Quick Spoon Blanks
I thought I'd share how I make my spoon blanks. Normally I do my axe work everyday, all year round, the same as I've done since around 2009. The axe to me is the greatest extension of the human body, and the eldest tool we know of in existence.
When I'm axing, it takes me away to a far place. My escape vehicle, and I can chop, split, carve, and even shave with it just as fast as I can think. If you've seen my wandering story telling show where I axe out and carve my cups to completion in an hour, the axe is just another part of my body. I can have discussions while chopping, and there is music to the rhythm of the axe.
As you may have read I took the year off from carving which was a first for me. This was due to some pretty severe and painful chronic arthritis in my hands. So I'm very rusty, and this is the first blank I've made in weeks. With each chop I grit my teeth, but I'm slowly building back my strength and also my spirit.
Normally I'm standing while I carve so I can utilize my entire body mechanics from the feet up while chopping. But not too shabby, normally after this first blank I'll axe out another five or ten, and by the end I've gotten into a flow. The flow state is where speed and efficiency kick in, this is what my great friend Del Stubbs has taught me. He says one day I will be able to do this blindfolded, as he used to do while turning bowls on his lathe.
The poor attempt a a song is a cover of Delaney Davidson, a friend of a friend from New Zealand who writes some of my favorite music of all time. This is a cover of Delaney's cover from an old Abner Jay single called "I'm So Depressed" or "Depression". I recorded this almost exactly a year ago in March 2020 when my hands were so busted and swollen I could barely turn a door handle. It was quite fun for once to explore vocal ranges I didn't realize I had, as I could barely fret a guitar. I never finished it as I don't like to go back and alter a moment in time.
But I'm trying to break this habit of hiding and archiving my daily practices such as recording. There is a lot I think needs cleaning up, and re-sung! But for a recording made mainly on my cellphone and pieced together later, I had a lot of fun getting lost in Delaney's unique macabre and folkie sounds. But it's a snapshot of that time back then, bandaids - clunks and all.
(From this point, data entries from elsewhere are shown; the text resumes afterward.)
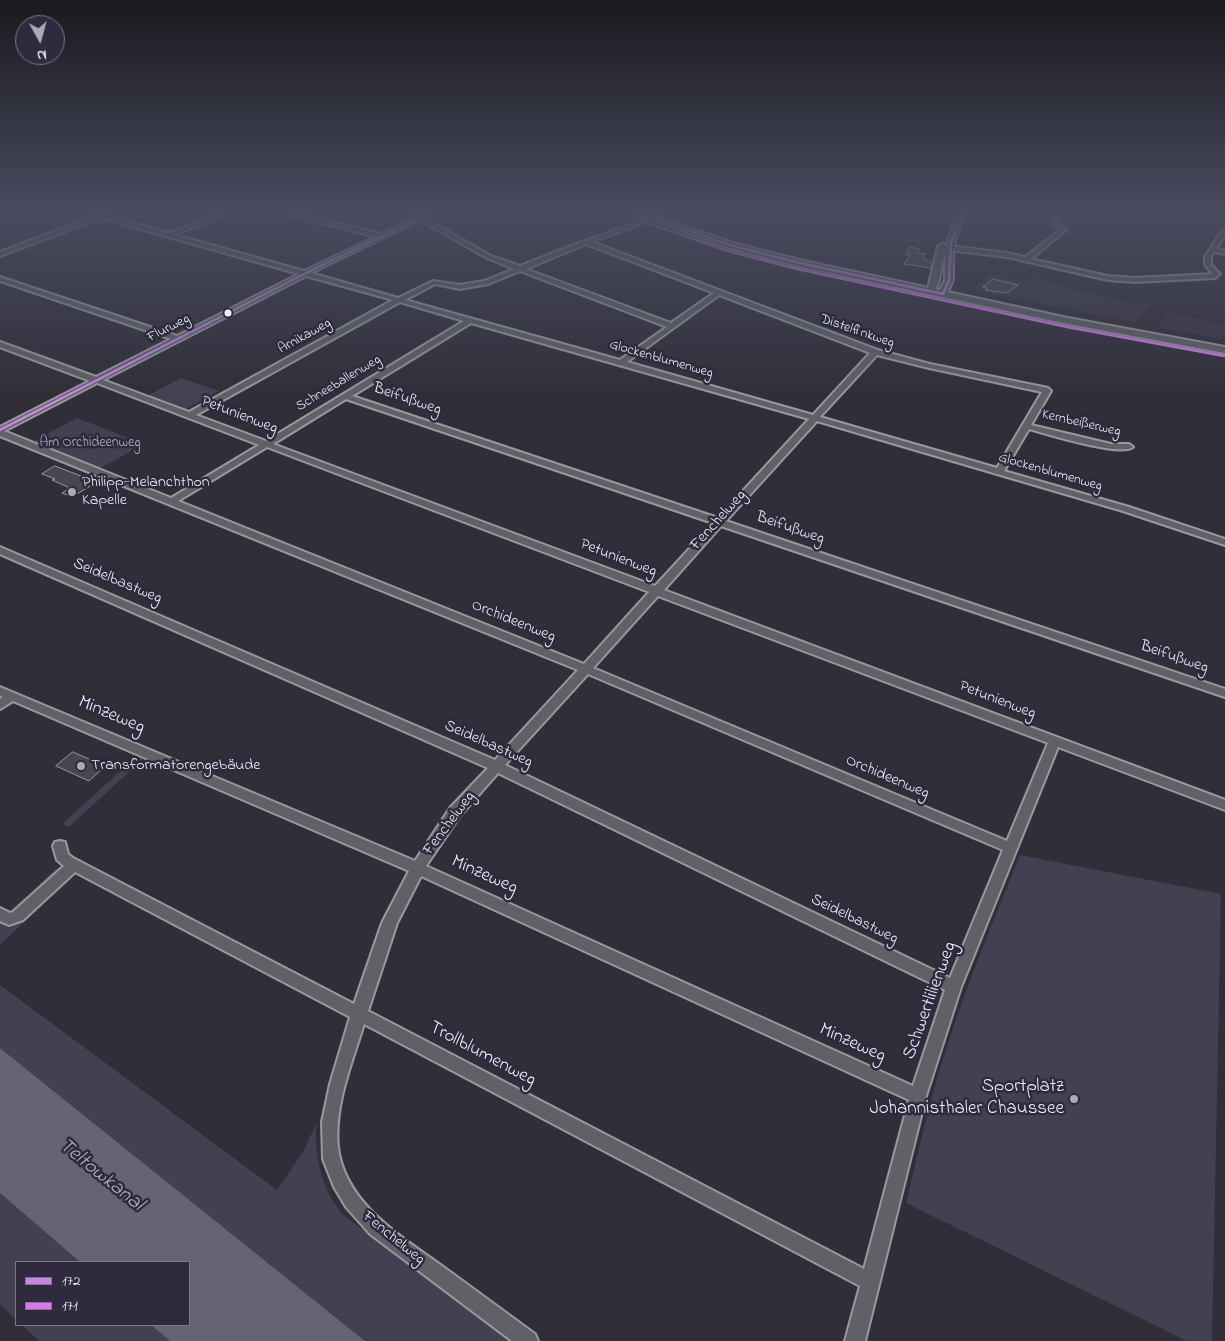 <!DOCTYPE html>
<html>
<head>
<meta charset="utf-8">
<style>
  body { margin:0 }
  #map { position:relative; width:1225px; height:1341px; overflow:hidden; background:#312e39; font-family:"Indie Flower",sans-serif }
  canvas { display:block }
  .legend { position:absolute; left:15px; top:1261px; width:175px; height:65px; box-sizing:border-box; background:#2f2a3d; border:1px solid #797a88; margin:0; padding:6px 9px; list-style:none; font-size:15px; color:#e8f1f8 }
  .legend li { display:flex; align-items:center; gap:10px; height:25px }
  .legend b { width:25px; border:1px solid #797a88 }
  .north { position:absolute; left:15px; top:15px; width:50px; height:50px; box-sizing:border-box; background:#2f2a3d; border:1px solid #797a88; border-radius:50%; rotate:173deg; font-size:14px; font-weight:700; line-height:20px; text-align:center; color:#e8f1f8 }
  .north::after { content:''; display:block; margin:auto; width:18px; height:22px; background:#a8adb5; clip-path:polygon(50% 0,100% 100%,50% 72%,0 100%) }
</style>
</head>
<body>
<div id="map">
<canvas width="1225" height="1341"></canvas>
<ul class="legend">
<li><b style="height:6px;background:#c787e3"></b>172</li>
<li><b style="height:6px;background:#d978f1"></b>171</li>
</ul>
<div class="north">N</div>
</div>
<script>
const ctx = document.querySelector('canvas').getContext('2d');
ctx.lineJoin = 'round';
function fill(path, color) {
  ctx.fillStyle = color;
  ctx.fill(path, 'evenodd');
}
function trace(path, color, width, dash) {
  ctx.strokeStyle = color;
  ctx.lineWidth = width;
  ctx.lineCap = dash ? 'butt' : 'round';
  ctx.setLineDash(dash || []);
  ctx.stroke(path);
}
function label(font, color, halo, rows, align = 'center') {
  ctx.font = font + ' "Indie Flower",sans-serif';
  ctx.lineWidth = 5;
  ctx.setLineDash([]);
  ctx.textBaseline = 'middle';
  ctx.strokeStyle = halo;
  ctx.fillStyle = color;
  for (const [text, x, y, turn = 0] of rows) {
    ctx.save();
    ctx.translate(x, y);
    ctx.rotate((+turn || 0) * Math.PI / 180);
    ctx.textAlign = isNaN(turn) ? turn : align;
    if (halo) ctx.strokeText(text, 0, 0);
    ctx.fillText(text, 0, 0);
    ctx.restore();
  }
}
fill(new Path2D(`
  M991,274L1026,283L1032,278L1132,303L1134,301L1152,305L1137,323L972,290Z
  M1168,312L1222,324L1225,320V339L1157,327Z`), '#3a3647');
fill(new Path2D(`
  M181,378L219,391L185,410L147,396Z
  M77,418L144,444L99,469L32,442Z
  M136,757L143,759L69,827L62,824Z
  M1020,855L1221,894L1212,1341H1187L906,1203C918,1153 929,1102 945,1053C966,985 994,920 1020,855Z
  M57,868L72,877L0,945V920Z
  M0,985L277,1190L303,1152L316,1124C315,1158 321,1188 343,1215L514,1341H365L0,1048Z
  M0,1193L80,1262H16V1320L0,1304Z
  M22,1325H151L170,1341H39Z`), '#434151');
fill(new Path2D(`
  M0,1048L365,1341H170L151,1325H189V1262H80L0,1193Z`), '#646472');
const building = new Path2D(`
  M910,247L920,249L918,253L925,254L923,259L932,263L931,268L904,264L910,255H906Z
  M993,279L1018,285L1007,293L985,290L987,288L983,287Z
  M55,466L68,471L97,482L72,497L62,493L70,488L52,480L55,479L42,474Z
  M73,752L105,766L89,781L56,766Z`);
fill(building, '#48464e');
trace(building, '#98999f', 1);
const minor = new Path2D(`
  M85,212H94L169,233L222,212H230L175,235L304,271L376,237L282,212H292L381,234L416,218L407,212H414L420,215L428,212H435L425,218L491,256L520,266L565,248L661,214V216L592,242L878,350L930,364L1048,388L1051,391L1031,425L1111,444H1129L1133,447C1120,457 1047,434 1029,429L1004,471L1129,507L1225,539V545L1123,511L817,421L726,521L1225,689V697L721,526L664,590L1225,800V810L1058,747L961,987L926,1096L865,1341H845L860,1286L364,1024C352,1063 334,1105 338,1147C345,1206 406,1239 449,1271C478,1292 506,1313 535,1334L538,1341H512L370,1234L346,1207L334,1187L323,1159L322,1122L330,1084L350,1017L75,872L23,920L9,925L0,921V908L10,913L13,912L64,866L57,860L53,846L55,842L60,841L65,842L68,854L73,858L354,1004L382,923L409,871L13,701L0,709V699L3,697L0,696V687L415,861L450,808L488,768L0,554V547L495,760L578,670L0,436V427L90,381L0,347V342L96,377L171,339L0,281V277L177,336L299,274L102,218L0,256V252L96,216ZM420,220L487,258L514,269L484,281L460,285L433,281L398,298L311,273ZM586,244L714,293L671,323L526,269ZM520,271L667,327L620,360L405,300L435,284L460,289L488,284ZM306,276L393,300L189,412L103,380ZM719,295L870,353L813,415L627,362ZM400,302L464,321L266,441L196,415ZM471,323L809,419L718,518L352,396ZM877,355L929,368L1042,392L997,468L820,417ZM97,383L259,445L171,498L4,431ZM346,399L713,523L655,586L273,444ZM267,447L649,592L584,664L178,501ZM658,596L1048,743L1007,841L593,668ZM588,674L1003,850L950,978L505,765ZM498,773L945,990L913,1086L426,866L460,816ZM421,876L909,1100L864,1269L368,1011L397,923Z
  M1056,220L1066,230L1031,259L1108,276L1135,278L1213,274L1205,265V257L1223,229L1225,228V235L1216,249L1225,250V254L1214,252L1211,257V265L1220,274L1215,278L1135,282L1108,280L1007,257L941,249L938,247L941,245L1007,253L1025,257L1060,230L1053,222Z`);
const tertiary = new Path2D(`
  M958,212H966L956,237L953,253V280L946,296H940L938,294L945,280V253L939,280L935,291L927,293L938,246L942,243L946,246Z`);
const secondary = new Path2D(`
  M632,212H644L733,243L799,260L1068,318L1225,347V353L1068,324L798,266L727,247Z`);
trace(minor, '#98999f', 4);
trace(tertiary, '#98999f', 4);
trace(secondary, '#98999f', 4);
fill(minor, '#606067');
fill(tertiary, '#606067');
fill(secondary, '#606067');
trace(new Path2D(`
  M636,212L730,245L800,263L943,294L949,280L951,243L962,212
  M0,430L308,272L432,212`), '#c787e3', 2.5);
trace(new Path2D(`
  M634,218L728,251L797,269L1067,327L1224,356`), '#d978f1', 2.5);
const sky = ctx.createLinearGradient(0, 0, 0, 400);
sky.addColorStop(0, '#1b191f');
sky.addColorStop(0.53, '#484c5f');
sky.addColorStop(1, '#484c5f00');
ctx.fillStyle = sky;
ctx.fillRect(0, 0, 1225, 400);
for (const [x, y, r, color] of [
  [228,313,4.5,"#e8f1f8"],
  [72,492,5,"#a8adb5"],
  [81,766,5,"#a8adb5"],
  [1074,1099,5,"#a8adb5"]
]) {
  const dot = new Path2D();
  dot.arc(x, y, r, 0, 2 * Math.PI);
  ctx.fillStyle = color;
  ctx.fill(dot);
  trace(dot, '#2f2a3d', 2);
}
label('14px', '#e8f1f8', '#2f2a3d', [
  ["Flurweg",169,329,-27],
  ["Distelfinkweg",857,332,19],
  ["Arnikaweg",305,337,-29],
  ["Glockenblumenweg",661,360,16],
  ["Schneeballenweg",339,384,-31],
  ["Kernbeißerweg",1081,424,13],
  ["Glockenblumenweg",1050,473,16]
]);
label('14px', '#afb4bf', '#2f2a3d', [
  ["Am Orchideenweg",90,444]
]);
label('16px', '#e8f1f8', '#2f2a3d', [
  ["Beifußweg",407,400,19],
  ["Petunienweg",239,416,21],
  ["Fenchelweg",719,521,-48],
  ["Beifußweg",790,529,19],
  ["Petunienweg",618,559,21],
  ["Seidelbastweg",117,582,23],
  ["Orchideenweg",513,622,22],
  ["Beifußweg",1174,658,19],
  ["Petunienweg",997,701,21],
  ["Seidelbastweg",488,745,24],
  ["Orchideenweg",887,778,23],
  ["Fenchelweg",450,824,-53],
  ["Seidelbastweg",854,920,26],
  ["Fenchelweg",393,1239,39]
]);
label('16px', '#e8f1f8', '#2f2a3d', [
  ["Philipp-Melanchthon",82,483],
  ["Kapelle",82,501],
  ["Transformatorengebäude",91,766]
], 'left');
label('19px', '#e8f1f8', '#2f2a3d', [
  ["Minzeweg",111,716,23],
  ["Minzeweg",484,876,24],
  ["Schwertlilienweg",931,1001,-70],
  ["Minzeweg",852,1044,24],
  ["Trollblumenweg",482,1055,28]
]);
label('19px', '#e8f1f8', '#2f2a3d', [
  ["Sportplatz",1064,1088],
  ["Johannisthaler Chaussee",1064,1110]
], 'right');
label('italic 21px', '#afb4be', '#2f2a3d', [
  ["Teltowkanal",100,1176,39]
]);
</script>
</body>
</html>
If you listen closely you can probably hear the ziplock bags of ice I had taped to my hands while I sang and drank tins of ale all night belting out some hobo minstrel music.
I plan to revisit this song this year, and record it from the ground up again, including drums, clinking bones I found in the woods, harley parts, axe chopping, and the other bells and whistles! Lo-Fi Spooky Tunes at it's finest! If you hear this Delaney, I didn't do ya justice!! Just a thank you for your music as it got me through some pretty funky and dark times!
-Alex
P.S. Does anyone else love chewing on black birch trees - betula lenta? It tastes like wintergreen as has medicinal properties. The people's of yesteryear used to brush their teeth with twigs from this tree as betulin and other properties are known to fight bacteria and other baddies! Who would've thunk it?